### DESCRIPTION OF THE TASK
Exactly the lines from the first line of the listing through the line containing "Annotation task. Summarize" should appear in the output, unchanged.

Segment Start: SUPPLIED DATA

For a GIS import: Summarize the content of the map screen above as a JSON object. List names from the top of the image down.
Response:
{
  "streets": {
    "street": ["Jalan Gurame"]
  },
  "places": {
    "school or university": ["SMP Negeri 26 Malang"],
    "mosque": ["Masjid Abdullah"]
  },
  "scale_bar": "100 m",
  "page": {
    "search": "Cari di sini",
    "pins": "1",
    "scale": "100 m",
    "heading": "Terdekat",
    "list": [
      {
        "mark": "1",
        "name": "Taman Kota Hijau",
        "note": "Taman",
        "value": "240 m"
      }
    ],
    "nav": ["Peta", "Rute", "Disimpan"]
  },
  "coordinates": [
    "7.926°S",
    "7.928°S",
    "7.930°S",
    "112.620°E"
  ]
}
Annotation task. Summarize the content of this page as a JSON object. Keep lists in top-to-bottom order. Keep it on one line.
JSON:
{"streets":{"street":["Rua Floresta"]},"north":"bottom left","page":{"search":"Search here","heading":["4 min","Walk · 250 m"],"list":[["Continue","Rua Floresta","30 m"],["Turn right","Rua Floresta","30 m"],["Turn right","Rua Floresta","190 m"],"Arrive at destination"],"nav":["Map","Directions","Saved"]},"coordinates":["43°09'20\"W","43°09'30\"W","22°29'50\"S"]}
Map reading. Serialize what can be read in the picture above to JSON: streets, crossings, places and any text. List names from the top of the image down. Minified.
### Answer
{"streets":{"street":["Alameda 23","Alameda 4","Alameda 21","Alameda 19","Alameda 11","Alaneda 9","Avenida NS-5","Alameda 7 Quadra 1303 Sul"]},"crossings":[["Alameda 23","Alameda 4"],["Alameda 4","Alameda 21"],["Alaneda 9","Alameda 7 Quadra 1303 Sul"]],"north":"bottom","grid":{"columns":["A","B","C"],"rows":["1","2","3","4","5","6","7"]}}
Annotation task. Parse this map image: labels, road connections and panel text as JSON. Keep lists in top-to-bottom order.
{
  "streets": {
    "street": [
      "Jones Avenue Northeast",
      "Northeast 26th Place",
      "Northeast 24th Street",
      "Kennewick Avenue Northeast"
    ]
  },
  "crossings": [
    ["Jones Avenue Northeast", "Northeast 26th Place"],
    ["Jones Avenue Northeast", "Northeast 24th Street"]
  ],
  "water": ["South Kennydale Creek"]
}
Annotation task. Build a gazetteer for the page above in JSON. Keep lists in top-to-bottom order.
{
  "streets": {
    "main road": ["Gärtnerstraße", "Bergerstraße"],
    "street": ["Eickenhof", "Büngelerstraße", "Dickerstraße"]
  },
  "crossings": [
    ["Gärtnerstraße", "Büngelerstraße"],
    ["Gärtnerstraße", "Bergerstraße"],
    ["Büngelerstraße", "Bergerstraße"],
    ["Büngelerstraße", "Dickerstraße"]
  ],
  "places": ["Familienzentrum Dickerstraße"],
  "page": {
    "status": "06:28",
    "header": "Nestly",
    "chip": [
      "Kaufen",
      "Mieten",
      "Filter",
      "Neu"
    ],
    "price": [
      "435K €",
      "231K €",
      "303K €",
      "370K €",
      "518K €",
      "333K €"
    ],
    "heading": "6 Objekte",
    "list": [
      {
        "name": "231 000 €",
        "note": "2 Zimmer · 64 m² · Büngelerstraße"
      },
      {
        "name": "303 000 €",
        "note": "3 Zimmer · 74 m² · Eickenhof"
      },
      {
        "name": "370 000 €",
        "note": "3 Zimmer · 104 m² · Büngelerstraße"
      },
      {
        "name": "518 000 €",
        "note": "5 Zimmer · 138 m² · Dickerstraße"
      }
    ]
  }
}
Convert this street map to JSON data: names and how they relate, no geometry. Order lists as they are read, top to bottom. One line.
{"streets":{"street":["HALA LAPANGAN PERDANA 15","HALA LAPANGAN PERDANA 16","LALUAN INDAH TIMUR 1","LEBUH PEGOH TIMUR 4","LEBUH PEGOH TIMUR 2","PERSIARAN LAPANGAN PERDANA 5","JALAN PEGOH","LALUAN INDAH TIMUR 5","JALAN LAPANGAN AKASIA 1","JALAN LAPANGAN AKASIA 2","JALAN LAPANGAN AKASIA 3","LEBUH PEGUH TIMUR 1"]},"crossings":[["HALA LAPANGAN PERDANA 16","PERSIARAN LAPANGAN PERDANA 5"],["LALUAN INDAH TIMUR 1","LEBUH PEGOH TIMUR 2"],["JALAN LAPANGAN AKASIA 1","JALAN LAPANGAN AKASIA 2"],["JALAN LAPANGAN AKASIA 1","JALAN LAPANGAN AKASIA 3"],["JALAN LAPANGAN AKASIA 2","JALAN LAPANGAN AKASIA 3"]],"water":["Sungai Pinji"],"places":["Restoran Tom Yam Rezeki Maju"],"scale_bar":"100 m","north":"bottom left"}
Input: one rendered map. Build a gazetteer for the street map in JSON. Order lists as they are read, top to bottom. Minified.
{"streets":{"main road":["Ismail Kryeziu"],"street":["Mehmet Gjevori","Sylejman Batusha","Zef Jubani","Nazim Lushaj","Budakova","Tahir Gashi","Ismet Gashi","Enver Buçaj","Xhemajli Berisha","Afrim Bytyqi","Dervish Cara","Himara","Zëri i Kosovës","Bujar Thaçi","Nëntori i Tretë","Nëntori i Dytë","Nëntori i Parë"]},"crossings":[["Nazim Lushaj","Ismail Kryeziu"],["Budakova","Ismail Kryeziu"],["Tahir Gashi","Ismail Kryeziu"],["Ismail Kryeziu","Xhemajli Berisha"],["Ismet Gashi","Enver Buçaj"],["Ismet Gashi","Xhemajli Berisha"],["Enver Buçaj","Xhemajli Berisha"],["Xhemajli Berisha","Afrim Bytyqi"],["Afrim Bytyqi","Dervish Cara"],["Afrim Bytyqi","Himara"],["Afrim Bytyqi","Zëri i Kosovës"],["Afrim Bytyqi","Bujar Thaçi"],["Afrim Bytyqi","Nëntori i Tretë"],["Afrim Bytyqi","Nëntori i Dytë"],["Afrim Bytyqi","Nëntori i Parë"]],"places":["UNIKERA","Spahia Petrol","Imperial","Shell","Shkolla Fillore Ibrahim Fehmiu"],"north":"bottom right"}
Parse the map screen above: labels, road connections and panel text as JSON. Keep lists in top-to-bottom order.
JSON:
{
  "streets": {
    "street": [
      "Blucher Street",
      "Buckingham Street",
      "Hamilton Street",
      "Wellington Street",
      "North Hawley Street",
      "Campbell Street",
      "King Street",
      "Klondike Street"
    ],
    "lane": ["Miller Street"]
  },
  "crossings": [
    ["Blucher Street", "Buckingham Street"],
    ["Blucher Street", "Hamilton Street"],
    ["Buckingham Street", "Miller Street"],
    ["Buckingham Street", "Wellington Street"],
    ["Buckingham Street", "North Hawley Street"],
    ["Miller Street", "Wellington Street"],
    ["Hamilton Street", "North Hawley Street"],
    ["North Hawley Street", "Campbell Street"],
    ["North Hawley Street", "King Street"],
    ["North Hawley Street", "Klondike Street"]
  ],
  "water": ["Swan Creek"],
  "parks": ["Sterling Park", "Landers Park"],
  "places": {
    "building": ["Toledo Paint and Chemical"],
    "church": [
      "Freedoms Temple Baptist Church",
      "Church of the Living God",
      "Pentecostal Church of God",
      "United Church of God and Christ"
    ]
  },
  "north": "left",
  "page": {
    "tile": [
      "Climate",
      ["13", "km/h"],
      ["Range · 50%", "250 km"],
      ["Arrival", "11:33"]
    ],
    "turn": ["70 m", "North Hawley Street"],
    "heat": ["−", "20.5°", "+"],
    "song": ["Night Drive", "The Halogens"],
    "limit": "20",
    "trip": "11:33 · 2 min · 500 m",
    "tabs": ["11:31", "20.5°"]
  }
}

Segment End: SUPPLIED DATA

### SOLUTION TO THIS TASK
For a GIS import: Summarize the content of the map screen above as a JSON object. List names from the top of the image down.
Response:
{
  "streets": {
    "street": ["Jalan Gurame"]
  },
  "places": {
    "school or university": ["SMP Negeri 26 Malang"],
    "mosque": ["Masjid Abdullah"]
  },
  "scale_bar": "100 m",
  "page": {
    "search": "Cari di sini",
    "pins": "1",
    "scale": "100 m",
    "heading": "Terdekat",
    "list": [
      {
        "mark": "1",
        "name": "Taman Kota Hijau",
        "note": "Taman",
        "value": "240 m"
      }
    ],
    "nav": ["Peta", "Rute", "Disimpan"]
  },
  "coordinates": [
    "7.926°S",
    "7.928°S",
    "7.930°S",
    "112.620°E"
  ]
}
Annotation task. Summarize the content of this page as a JSON object. Keep lists in top-to-bottom order. Keep it on one line.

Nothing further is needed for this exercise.